When asked about becoming an advocate, Biles was direct. She said she is not an expert, that she is still navigating her own unique journey, and that it would not be fair to others for her to position herself as a guide when she herself is still figuring things out. She acknowledged that everyone wanted her to take on that role, to become the symbol and the voice. But she declined. She said she never got the chance to say no until she spoke up about it herself.

What makes her position notable is not what she is refusing, but what she is claiming instead: the right to be a work in progress. She is willing to help anyone who asks. She is willing to share what she is learning. But she will not pretend to have answers she does not have. There is something almost radical in that refusal—an athlete at the height of her fame choosing honesty over authority, choosing to stay in the question rather than move into the answer.

Her decision to step back from the Olympics, and her subsequent refusal to become a mental health advocate, may end up reshaping how athletes talk about their own struggles. Rather than waiting for someone to emerge as an expert who can tell them what to do, other athletes might find permission in Biles's example to simply say: I am struggling, I do not have it figured out, and that is enough. The conversation shifts from seeking a guide to acknowledging that we are all, in some way, still learning how to take care of ourselves.

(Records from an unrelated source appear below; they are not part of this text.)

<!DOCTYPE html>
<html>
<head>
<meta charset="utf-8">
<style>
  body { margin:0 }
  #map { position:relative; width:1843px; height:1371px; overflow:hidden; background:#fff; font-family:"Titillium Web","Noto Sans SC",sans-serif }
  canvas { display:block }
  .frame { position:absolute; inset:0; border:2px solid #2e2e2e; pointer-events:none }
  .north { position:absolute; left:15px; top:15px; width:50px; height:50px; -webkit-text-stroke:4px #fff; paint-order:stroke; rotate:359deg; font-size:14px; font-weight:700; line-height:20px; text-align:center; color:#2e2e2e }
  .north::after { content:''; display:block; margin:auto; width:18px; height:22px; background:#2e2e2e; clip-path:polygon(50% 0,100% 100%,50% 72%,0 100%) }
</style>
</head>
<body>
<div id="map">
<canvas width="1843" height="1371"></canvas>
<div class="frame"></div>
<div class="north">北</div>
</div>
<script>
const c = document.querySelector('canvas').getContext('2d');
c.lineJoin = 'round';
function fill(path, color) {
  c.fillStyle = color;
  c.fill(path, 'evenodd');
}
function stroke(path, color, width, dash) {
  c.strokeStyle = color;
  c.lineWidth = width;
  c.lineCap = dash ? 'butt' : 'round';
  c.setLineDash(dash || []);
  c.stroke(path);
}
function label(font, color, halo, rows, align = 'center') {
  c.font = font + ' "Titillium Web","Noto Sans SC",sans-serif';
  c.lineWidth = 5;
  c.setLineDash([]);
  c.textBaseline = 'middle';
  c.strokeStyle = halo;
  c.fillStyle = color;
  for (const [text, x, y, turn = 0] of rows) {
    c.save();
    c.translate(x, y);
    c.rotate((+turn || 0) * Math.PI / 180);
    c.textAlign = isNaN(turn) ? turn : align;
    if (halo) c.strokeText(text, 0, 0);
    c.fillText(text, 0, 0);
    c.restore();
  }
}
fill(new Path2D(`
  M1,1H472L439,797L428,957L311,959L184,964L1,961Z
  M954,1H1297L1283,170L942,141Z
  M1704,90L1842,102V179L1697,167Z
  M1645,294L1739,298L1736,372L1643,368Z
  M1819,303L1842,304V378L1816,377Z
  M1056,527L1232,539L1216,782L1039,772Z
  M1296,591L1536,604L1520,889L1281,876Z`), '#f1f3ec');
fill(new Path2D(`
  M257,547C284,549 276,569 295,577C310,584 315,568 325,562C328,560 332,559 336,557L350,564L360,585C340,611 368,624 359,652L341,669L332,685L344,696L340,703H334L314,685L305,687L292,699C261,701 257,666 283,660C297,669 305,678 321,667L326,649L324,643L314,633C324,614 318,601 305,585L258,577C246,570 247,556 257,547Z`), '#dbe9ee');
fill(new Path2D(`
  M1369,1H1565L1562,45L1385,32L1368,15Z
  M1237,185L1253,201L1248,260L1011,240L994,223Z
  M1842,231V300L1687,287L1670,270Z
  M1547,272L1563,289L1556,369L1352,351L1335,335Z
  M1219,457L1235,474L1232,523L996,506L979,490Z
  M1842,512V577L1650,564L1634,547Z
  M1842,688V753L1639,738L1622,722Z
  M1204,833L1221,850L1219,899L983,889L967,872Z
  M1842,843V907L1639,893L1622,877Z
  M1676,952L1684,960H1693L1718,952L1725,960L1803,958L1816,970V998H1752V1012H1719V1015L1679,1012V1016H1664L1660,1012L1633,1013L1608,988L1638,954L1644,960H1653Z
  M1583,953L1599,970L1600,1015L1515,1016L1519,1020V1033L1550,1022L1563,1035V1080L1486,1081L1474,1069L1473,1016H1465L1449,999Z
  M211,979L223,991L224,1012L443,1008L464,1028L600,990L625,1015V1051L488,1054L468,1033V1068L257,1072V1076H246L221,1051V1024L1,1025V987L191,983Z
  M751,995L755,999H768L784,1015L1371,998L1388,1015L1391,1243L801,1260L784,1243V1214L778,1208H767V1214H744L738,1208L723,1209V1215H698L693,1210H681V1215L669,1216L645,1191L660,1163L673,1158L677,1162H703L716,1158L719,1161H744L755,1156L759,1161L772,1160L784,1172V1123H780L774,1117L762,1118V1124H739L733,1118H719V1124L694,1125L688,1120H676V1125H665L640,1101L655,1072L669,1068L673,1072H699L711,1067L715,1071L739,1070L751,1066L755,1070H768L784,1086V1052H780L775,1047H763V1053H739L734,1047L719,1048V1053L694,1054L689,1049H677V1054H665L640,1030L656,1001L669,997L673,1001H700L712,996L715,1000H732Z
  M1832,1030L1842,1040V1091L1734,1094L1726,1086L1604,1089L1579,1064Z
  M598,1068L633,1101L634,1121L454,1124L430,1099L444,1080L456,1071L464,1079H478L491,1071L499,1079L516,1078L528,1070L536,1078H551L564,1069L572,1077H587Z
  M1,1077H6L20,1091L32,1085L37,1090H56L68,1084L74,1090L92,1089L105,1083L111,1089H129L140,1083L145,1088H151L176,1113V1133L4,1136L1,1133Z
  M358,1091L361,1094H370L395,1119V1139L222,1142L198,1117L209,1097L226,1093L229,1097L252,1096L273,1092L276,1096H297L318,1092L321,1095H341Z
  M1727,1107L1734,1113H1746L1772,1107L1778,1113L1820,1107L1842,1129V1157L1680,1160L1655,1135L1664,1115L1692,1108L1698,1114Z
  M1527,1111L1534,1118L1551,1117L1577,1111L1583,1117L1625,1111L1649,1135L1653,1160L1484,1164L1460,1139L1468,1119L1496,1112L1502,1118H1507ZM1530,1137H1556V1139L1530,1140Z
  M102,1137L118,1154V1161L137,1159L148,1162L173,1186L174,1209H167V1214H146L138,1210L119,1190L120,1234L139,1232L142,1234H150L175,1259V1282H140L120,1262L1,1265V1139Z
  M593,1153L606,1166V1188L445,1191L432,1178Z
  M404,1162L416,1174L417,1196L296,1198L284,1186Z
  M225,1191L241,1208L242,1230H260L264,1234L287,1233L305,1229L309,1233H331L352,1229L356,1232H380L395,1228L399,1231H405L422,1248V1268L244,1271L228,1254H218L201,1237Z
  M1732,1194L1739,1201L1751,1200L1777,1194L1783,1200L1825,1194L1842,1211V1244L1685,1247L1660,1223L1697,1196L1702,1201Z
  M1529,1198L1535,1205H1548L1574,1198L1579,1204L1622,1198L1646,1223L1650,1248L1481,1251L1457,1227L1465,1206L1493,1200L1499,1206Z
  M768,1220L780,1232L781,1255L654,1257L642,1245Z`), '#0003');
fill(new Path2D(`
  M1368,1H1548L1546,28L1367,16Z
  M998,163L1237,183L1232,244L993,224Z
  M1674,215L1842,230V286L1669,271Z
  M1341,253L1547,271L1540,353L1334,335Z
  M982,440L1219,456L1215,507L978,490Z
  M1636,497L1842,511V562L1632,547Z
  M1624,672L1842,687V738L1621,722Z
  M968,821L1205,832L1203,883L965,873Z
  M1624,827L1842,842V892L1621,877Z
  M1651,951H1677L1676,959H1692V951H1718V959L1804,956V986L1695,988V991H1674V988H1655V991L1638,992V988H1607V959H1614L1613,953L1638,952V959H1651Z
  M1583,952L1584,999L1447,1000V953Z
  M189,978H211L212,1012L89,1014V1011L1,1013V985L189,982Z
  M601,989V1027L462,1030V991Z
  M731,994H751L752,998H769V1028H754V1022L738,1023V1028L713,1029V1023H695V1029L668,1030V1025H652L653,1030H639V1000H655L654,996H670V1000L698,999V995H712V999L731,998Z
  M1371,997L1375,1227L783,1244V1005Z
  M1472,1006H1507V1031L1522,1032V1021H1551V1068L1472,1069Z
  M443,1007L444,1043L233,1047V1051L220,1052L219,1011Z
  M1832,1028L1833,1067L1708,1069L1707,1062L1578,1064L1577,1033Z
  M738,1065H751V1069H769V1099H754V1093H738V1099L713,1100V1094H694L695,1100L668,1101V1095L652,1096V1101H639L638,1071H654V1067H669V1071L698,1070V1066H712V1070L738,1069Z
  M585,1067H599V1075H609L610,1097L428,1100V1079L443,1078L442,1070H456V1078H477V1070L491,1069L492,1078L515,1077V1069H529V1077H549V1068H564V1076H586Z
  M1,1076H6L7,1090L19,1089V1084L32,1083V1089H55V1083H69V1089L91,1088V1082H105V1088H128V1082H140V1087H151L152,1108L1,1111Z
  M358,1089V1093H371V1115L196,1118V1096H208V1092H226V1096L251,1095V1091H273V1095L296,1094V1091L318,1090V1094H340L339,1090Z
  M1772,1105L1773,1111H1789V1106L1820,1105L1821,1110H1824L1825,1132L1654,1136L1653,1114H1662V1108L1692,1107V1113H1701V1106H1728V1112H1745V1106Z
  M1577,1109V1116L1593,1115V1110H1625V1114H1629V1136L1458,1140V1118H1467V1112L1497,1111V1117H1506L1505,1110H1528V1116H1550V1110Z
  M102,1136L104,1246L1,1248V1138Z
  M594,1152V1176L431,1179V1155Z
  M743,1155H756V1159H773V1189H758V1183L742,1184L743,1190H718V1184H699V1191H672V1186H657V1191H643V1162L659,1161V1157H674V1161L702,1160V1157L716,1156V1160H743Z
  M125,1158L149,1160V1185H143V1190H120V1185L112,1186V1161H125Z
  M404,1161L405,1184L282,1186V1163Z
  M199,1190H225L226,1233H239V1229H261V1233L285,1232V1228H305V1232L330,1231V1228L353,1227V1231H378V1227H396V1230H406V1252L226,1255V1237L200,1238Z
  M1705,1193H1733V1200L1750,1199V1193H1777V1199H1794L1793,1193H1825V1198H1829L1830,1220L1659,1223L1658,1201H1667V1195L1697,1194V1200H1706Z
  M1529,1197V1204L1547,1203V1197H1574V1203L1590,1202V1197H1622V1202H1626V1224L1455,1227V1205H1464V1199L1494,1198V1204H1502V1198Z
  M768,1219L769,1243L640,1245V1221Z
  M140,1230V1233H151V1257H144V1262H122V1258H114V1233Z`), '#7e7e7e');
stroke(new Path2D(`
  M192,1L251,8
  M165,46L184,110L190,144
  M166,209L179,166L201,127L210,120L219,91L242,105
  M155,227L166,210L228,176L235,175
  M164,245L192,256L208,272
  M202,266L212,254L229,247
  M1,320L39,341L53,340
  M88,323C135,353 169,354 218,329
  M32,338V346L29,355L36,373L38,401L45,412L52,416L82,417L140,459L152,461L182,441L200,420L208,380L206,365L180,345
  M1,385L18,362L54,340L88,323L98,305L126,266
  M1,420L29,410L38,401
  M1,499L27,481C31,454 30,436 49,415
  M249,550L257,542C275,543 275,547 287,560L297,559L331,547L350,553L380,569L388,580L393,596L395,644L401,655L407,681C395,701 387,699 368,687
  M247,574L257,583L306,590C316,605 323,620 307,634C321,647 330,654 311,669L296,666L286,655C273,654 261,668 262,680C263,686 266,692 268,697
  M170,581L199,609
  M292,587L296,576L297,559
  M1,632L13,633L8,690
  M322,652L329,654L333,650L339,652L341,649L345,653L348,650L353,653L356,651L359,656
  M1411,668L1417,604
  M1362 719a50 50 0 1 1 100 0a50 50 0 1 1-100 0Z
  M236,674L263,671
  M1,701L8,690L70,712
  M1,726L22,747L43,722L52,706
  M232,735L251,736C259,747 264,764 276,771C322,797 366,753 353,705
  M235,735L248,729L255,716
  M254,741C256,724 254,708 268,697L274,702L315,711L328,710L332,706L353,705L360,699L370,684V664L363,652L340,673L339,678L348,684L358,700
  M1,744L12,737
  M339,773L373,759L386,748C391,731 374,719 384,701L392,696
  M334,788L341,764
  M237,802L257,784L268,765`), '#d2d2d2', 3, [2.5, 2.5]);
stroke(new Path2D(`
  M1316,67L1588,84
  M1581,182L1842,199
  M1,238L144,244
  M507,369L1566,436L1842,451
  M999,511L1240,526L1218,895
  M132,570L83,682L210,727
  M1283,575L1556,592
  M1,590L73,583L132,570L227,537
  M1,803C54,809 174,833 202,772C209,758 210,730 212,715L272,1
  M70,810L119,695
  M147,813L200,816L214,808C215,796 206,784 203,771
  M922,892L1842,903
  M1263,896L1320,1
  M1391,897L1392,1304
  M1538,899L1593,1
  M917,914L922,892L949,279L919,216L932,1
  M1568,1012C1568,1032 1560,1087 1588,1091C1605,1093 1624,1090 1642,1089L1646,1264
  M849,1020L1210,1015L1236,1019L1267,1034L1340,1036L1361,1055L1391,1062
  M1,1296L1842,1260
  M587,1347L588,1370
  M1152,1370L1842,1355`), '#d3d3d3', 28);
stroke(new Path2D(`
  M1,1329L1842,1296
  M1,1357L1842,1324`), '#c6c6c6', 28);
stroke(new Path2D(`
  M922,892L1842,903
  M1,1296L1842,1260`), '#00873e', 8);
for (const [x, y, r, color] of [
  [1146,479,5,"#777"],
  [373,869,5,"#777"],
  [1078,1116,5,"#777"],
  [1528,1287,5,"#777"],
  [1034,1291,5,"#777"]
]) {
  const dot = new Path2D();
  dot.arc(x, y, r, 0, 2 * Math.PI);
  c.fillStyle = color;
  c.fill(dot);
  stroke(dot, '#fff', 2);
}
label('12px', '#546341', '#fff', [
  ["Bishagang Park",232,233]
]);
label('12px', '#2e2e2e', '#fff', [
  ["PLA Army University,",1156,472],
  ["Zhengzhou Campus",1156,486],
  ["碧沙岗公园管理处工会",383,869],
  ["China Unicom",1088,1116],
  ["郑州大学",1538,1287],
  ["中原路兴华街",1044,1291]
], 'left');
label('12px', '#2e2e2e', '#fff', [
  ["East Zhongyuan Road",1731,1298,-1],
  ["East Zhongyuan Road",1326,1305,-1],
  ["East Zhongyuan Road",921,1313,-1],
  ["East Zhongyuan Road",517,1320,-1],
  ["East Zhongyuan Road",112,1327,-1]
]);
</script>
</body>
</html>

Everybody wanted me to be an advocate and the face for mental health. And I was like, no, I'm not an expert. I am still going through my own unique journey.
— Simone Biles
I was crying, I was like whoa, they respect me, not only as an athlete but as a human. So to be viewed as a human I'm like, this is kind of nice for once.
— Simone Biles
A Conversa do Hearth Outra perspectiva sobre a história
Inventor

When Biles withdrew from the Olympics, did she know it would change how athletes talk about mental health?

Model

I don't think she could have predicted it. She made a choice about her own survival in that moment. The larger shift came from how people responded to her honesty.

Inventor

But now she's pushing back against being called an advocate. Why would she do that?

Model

Because being an advocate means you have answers. She doesn't. She's still in the middle of her own struggle. There's integrity in saying that out loud.

Inventor

So she's worried about misleading people?

Model

More than that. She's protecting her own space to figure things out without the weight of being someone else's roadmap. She can be an example without being an expert.

Inventor

Does that distinction matter to the athletes who look up to her?

Model

It might matter more. It says: you don't need someone who has it all figured out. You need someone who is honest about still being lost. That's permission in a different form.